→ Task
Do any lines in the data below contain "Eric"? If so, copy every one of them.

++++++++

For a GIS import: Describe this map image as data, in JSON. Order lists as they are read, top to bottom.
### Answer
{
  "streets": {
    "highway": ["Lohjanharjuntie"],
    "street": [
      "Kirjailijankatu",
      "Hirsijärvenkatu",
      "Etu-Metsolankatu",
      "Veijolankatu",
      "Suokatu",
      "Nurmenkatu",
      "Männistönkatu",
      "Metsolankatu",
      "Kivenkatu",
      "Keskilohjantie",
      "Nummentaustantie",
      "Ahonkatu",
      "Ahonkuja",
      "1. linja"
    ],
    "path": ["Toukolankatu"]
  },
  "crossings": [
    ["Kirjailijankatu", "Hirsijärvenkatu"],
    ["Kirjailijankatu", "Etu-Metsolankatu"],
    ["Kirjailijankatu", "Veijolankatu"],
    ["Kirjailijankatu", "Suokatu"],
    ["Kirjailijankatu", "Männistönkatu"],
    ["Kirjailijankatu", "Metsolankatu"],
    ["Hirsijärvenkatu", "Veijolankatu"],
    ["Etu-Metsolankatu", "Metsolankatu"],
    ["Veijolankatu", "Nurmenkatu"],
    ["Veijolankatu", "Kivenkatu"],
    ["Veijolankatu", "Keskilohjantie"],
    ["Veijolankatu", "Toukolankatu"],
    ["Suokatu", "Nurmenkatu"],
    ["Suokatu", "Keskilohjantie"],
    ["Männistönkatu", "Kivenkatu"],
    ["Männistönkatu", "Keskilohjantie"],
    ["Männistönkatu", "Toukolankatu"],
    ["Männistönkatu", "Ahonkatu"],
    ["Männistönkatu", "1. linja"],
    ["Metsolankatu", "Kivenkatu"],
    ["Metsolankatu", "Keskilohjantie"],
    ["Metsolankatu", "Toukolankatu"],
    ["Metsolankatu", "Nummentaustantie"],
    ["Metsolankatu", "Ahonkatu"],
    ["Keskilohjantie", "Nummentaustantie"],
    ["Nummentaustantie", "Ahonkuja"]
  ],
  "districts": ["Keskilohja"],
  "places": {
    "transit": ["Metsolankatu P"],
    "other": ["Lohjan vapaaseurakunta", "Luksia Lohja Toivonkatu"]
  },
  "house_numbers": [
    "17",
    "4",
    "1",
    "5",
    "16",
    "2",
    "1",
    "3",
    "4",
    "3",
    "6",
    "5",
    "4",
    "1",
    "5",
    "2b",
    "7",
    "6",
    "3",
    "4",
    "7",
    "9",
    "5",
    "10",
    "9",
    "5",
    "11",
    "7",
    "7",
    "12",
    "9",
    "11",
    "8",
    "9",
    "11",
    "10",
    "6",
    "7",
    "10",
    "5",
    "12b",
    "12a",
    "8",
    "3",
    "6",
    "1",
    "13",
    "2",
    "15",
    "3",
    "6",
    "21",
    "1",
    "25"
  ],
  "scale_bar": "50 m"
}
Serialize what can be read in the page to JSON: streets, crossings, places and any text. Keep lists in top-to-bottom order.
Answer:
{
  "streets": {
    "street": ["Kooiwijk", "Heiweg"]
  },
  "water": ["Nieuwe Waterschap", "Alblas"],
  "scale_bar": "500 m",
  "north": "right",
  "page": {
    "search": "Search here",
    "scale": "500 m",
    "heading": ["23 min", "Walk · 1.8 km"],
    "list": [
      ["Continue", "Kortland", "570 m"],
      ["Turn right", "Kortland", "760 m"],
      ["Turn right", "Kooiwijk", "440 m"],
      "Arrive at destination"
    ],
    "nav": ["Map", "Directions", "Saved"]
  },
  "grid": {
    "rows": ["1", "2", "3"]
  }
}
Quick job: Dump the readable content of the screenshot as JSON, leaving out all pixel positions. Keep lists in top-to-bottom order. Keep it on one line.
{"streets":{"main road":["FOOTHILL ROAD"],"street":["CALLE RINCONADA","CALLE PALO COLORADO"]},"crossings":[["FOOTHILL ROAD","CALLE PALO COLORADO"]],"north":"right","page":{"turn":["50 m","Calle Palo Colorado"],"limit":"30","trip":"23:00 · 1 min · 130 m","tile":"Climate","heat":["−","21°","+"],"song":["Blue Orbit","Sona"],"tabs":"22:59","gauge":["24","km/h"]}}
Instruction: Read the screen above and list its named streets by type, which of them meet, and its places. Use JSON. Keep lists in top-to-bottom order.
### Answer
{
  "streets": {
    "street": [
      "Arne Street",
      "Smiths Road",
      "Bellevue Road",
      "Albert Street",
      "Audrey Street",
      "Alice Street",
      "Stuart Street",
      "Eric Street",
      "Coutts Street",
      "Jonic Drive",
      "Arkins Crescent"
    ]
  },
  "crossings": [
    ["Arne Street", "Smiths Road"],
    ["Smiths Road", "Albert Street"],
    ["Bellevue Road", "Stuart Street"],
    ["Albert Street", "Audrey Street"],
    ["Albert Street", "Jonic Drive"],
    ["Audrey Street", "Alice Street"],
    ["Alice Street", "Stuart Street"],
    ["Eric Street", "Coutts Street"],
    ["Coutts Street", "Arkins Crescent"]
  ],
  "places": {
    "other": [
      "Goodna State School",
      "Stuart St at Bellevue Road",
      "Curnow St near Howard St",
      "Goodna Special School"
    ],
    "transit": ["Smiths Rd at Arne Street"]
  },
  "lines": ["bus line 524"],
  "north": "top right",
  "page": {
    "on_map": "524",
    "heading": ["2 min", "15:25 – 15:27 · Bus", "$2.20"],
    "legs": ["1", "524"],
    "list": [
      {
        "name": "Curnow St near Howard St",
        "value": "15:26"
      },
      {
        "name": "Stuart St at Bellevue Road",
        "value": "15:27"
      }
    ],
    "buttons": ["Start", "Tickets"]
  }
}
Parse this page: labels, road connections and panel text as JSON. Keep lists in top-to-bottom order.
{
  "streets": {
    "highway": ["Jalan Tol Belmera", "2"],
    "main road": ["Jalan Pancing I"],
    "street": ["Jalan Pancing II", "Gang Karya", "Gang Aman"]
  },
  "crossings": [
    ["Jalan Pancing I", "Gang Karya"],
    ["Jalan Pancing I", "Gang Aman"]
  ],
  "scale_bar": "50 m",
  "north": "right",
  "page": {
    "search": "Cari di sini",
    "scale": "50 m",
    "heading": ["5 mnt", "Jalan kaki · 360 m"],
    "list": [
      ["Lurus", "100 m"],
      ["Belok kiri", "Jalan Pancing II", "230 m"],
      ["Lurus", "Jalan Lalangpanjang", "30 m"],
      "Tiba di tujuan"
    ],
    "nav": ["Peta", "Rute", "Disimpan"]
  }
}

++++++++

→ Response area
      "Eric Street",
    ["Eric Street", "Coutts Street"],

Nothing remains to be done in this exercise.